Open JackyWoo opened 1 year ago
There is already a timeout logic that calls when_done
with failure, so as to make peer.cxx
close the RPC client (hence the socket and connection). Do you mean this logic did not work as explained?
https://github.com/eBay/NuRaft/blob/728644d0e1daa5d918c569e8f5a9486c47b64a0d/src/asio_service.cxx#L1028-L1040
As my understanding the timer here is set to wait other thread connect and send data and when time is up it will retry send.
And I find socket connect has no timout:
I am not familar with NuRaft RPC and please correct me if I am wrong.

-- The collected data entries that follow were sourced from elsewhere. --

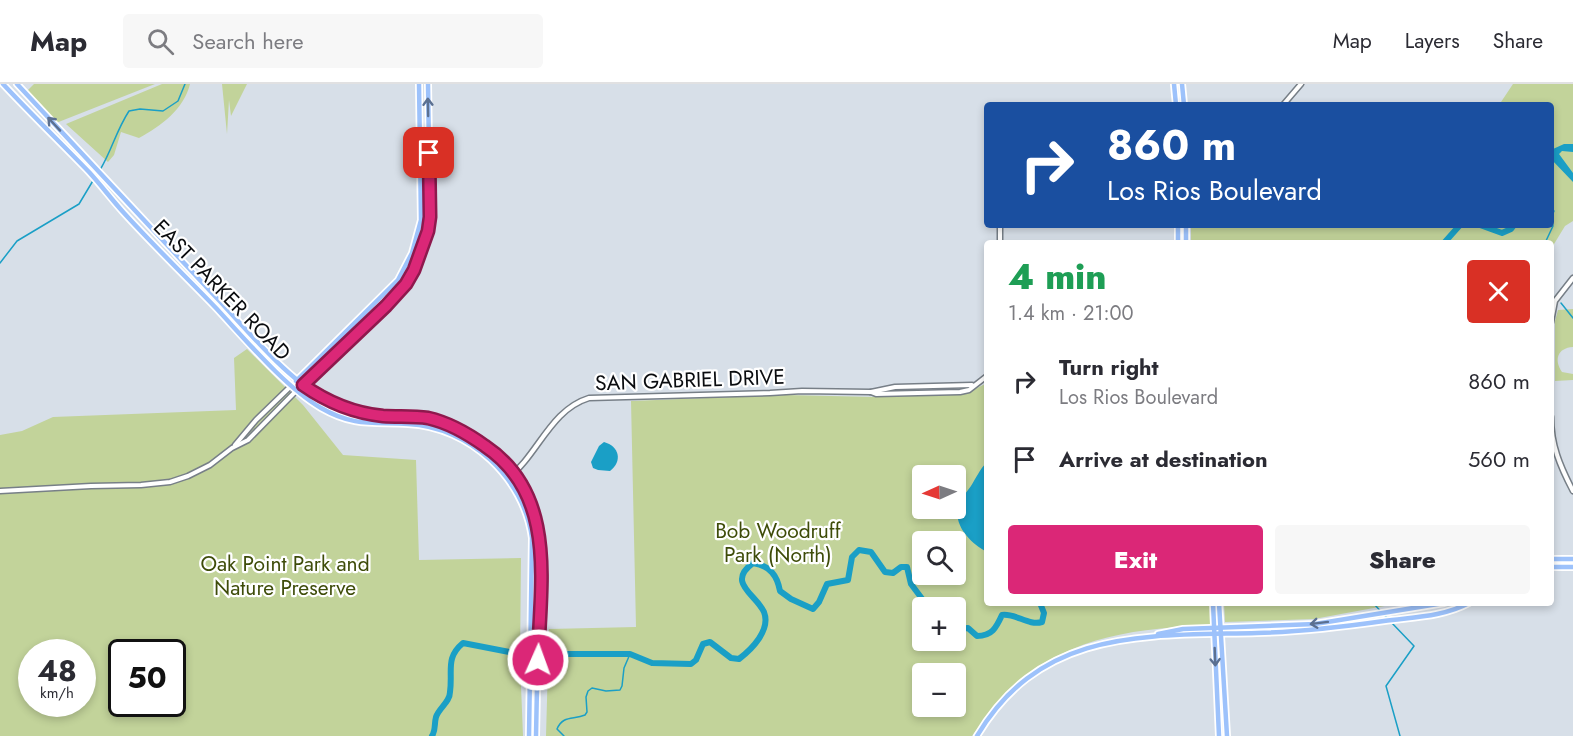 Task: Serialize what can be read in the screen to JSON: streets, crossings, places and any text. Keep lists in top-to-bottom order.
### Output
{
  "streets": {
    "main road": ["EAST PARKER ROAD"],
    "street": ["SAN GABRIEL DRIVE"]
  },
  "crossings": [
    ["EAST PARKER ROAD", "SAN GABRIEL DRIVE"]
  ],
  "parks": ["Bob Woodruff Park (North)", "Oak Point Park and Nature Preserve"],
  "north": "left",
  "page": {
    "header": "Map",
    "search": "Search here",
    "nav": ["Map", "Layers", "Share"],
    "turn": ["860 m", "Los Rios Boulevard"],
    "heading": ["4 min", "1.4 km · 21:00"],
    "list": [
      {
        "name": "Turn right",
        "note": "Los Rios Boulevard",
        "value": "860 m"
      },
      {
        "name": "Arrive at destination",
        "value": "560 m"
      }
    ],
    "map_buttons": ["+", "−"],
    "buttons": ["Exit", "Share"],
    "speed": "48 km/h",
    "limit": "50"
  }
} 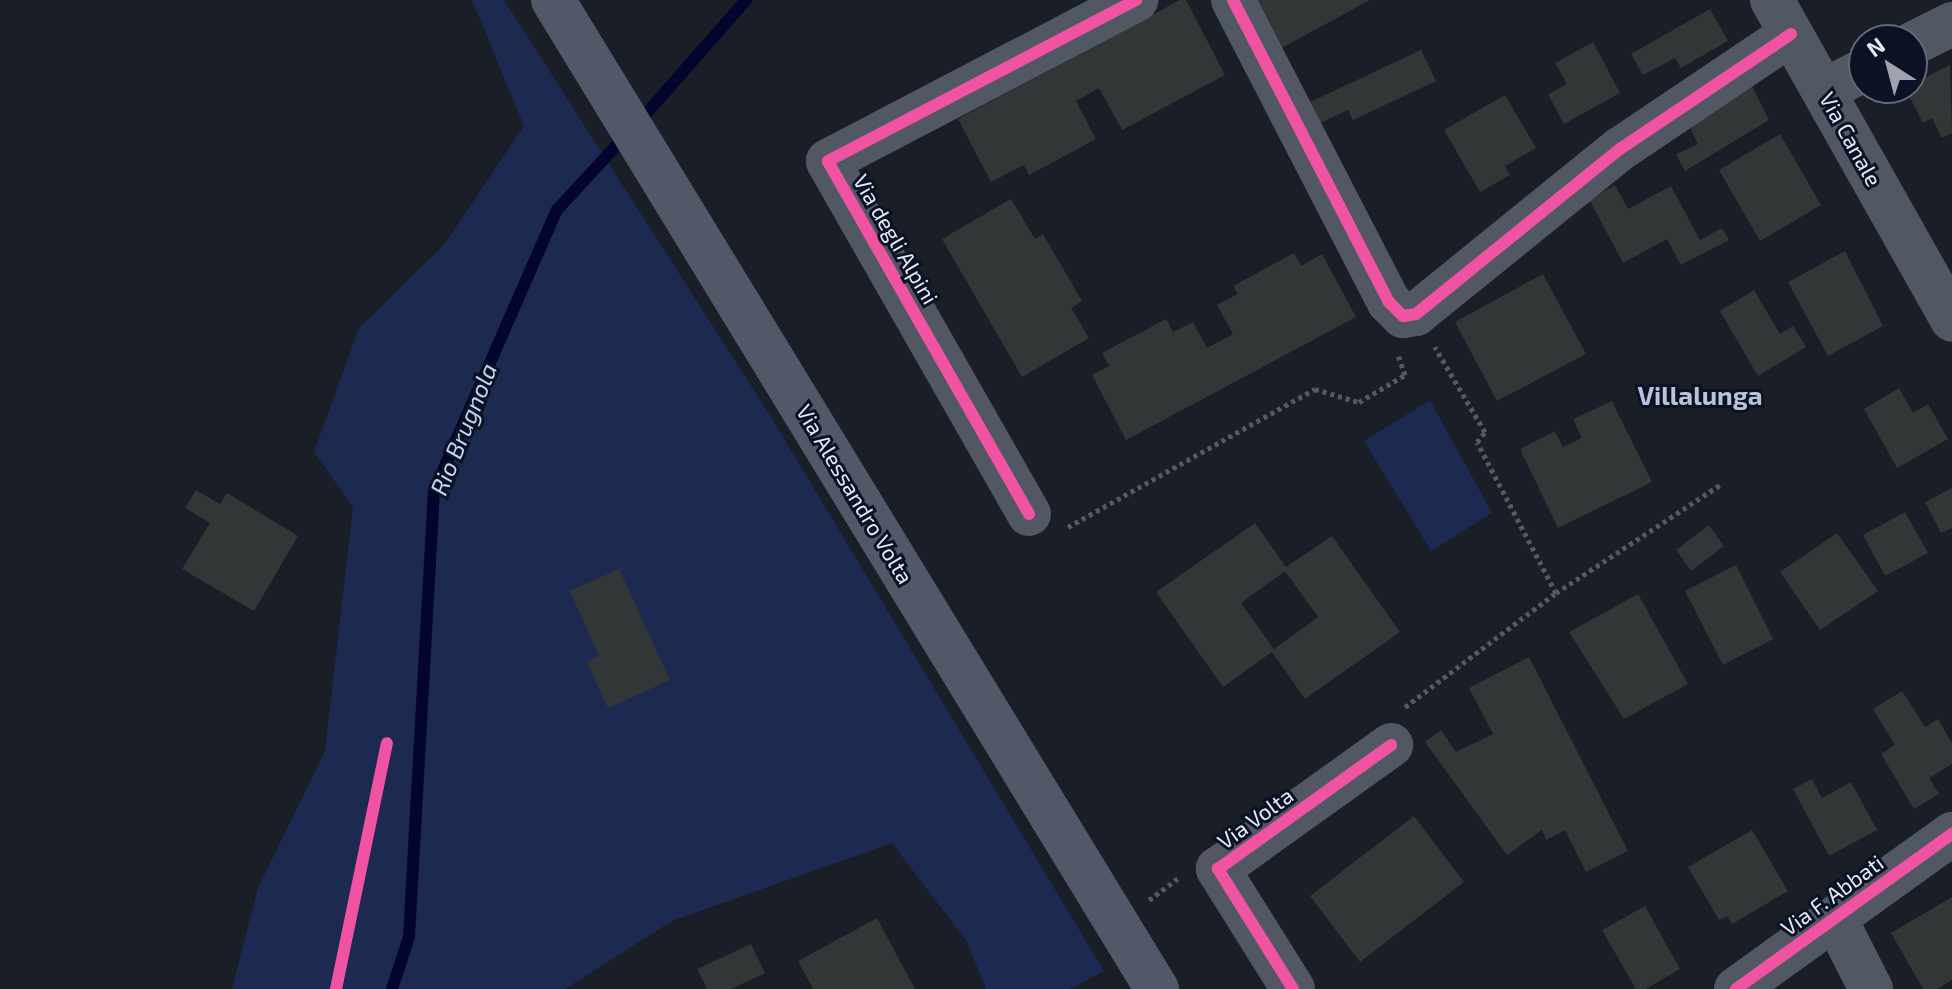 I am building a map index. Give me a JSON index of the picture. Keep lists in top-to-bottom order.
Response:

Ok got it, the existing timeout logic does not work for auto forwarding as there is no retry for auto forwarding. Need more time to think about it in detail, to unify it with existing timeout logic. Thanks.
In my project thread was stuck by NuRaft auto forwarding RPC connect method.
How to reproduce?
1.Thread node n1, n2, n3 and let's assume that n3 is leader. 2.Make network partition separating n3 with n1, n2 by iptables.
PS: you can increase OS option
net.ipv4.tcp_syn_retries
to increase system max connect timeout.details see https://github.com/JDRaftKeeper/RaftKeeper/issues/42
Solution
I think we should add connection timeout.